Testing and evaluation of glass fiber reinforced polymers by thermal wave imaging

Abstract

Glass Fiber Reinforced Polymer (GFRP) composites are being used in wide range of applications since these materials are less affected by environmental and atmospheric conditions in addition to its high strength to weight ratio. However, there are still some concerns about reinforced polymers due to their manufacturing imperfection or imperfections during their inservice, such as the presence of surface and sub-surface defects which effect their performance. InfraRed Thermography (IRT) shows its potential usage for non-destructive testing and evaluation (NDT&E) due to its intrinsic testing capabilities such as remote, whole field, quantitative and qualitative to detect surface and sub-surface defects.

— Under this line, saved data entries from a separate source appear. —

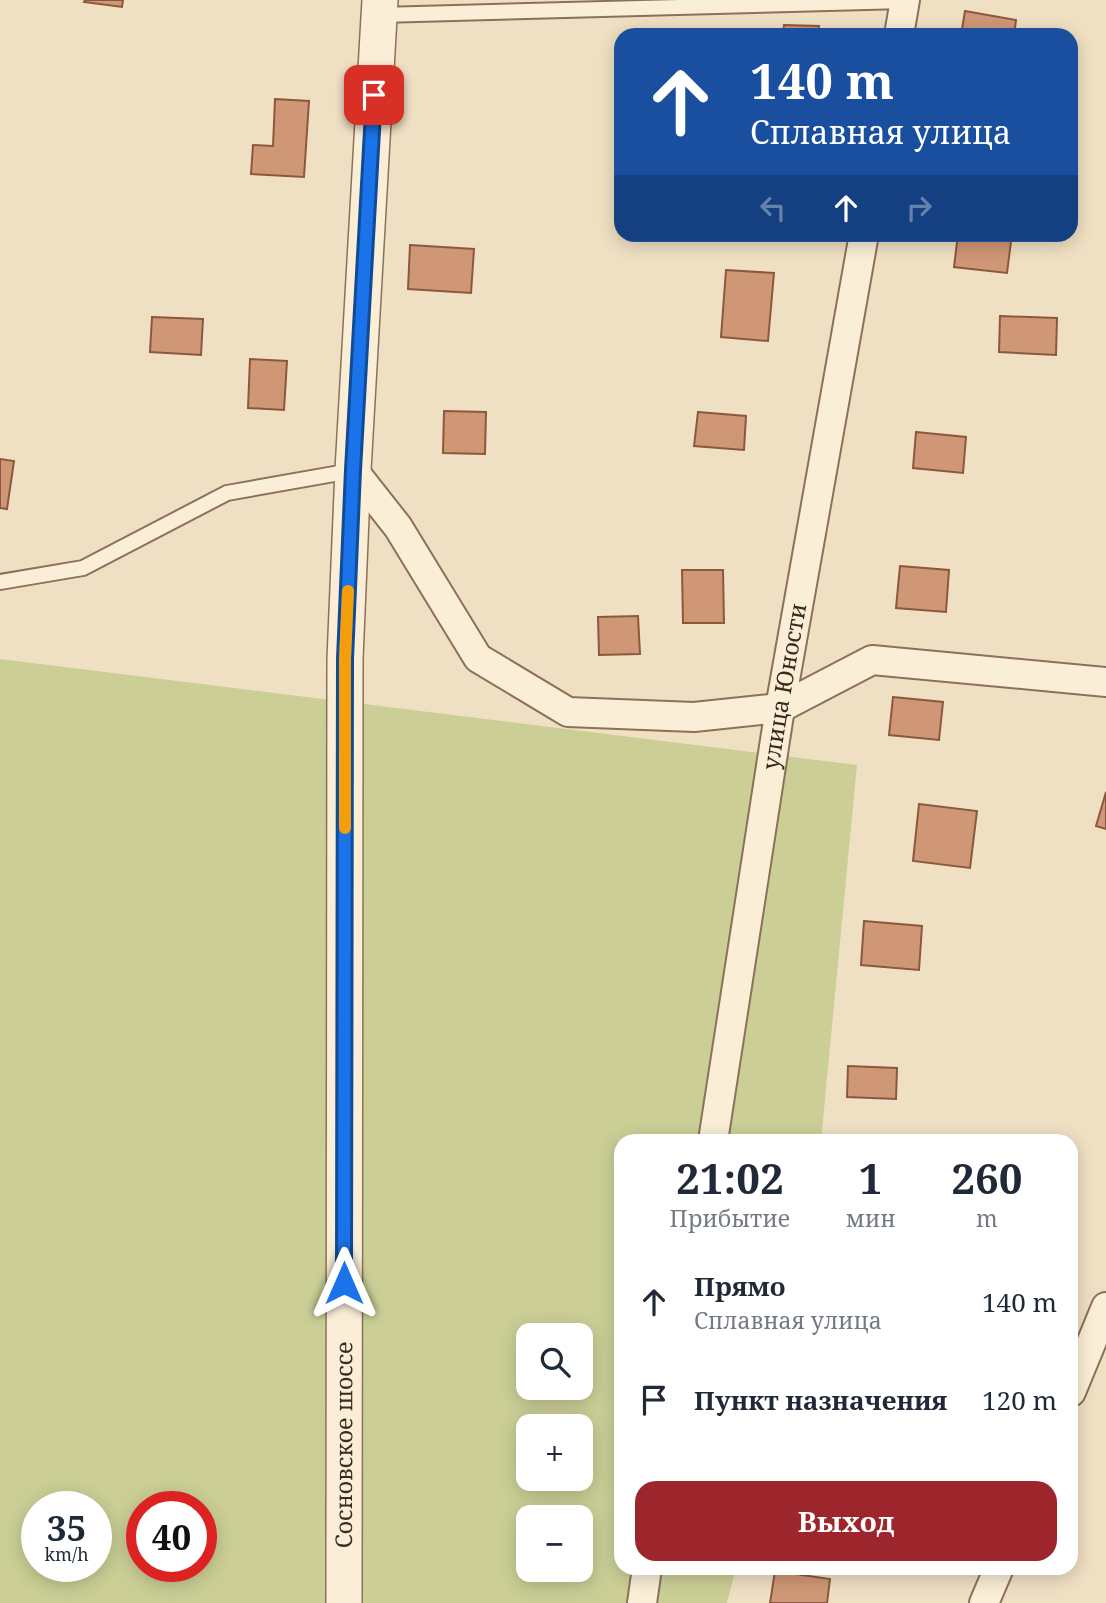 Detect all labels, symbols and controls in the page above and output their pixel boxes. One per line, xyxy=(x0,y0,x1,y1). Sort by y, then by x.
text: 140 m xyxy=(750,47,894,113)
icon: ahead xyxy=(635,56,726,147)
pin xyxy=(344,65,404,125)
icon: arrive xyxy=(355,76,393,114)
text: Сплавная улица xyxy=(750,110,1011,153)
icon: left xyxy=(754,189,792,227)
icon: ahead xyxy=(827,189,865,227)
icon: right xyxy=(900,189,938,227)
street label: улица Юности xyxy=(754,601,813,772)
text: 21:02 xyxy=(676,1149,784,1206)
text: 1 xyxy=(859,1149,883,1206)
text: 260 xyxy=(951,1149,1022,1206)
text: Прибытие xyxy=(670,1202,790,1234)
text: мин xyxy=(846,1202,896,1234)
text: m xyxy=(976,1202,998,1234)
position arrow xyxy=(307,1246,381,1320)
text: Прямо xyxy=(694,1268,785,1304)
icon: ahead xyxy=(635,1283,673,1321)
text: 140 m xyxy=(982,1284,1057,1320)
text: Сплавная улица xyxy=(694,1304,882,1336)
map controls xyxy=(516,1323,593,1582)
button: search xyxy=(516,1323,593,1400)
street label: Сосновское шоссе xyxy=(327,1342,359,1548)
icon: arrive xyxy=(635,1381,673,1419)
text: Пункт назначения xyxy=(694,1382,947,1418)
text: 120 m xyxy=(982,1382,1057,1418)
button: + xyxy=(516,1414,593,1491)
button: Выход xyxy=(635,1481,1057,1561)
speed limit sign: 40 xyxy=(126,1491,217,1582)
text: 35 xyxy=(47,1504,86,1551)
button: − xyxy=(516,1505,593,1582)
text: km/h xyxy=(44,1542,89,1566)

This present work highlights a spectral reshaping by introducing a Gaussian window on the captured thermal profile in a frequency modulated thermal wave imaging and named as Gaussian Windowed Frequency Modulated Thermal Wave Imaging (GWFMTWI) technique. Further various multi-transform techniques (time and frequency domain based) have been introduced in order to test sub-surface defect detection capabilities in chosen GFRP sample. Comparison has been made with the non-stationary linear frequency modulated thermal wave imaging technique in terms of depth scanning capability. Results obtained from the GWFMTWI clearly shows better detection potential with improved test resolution and sensitivity.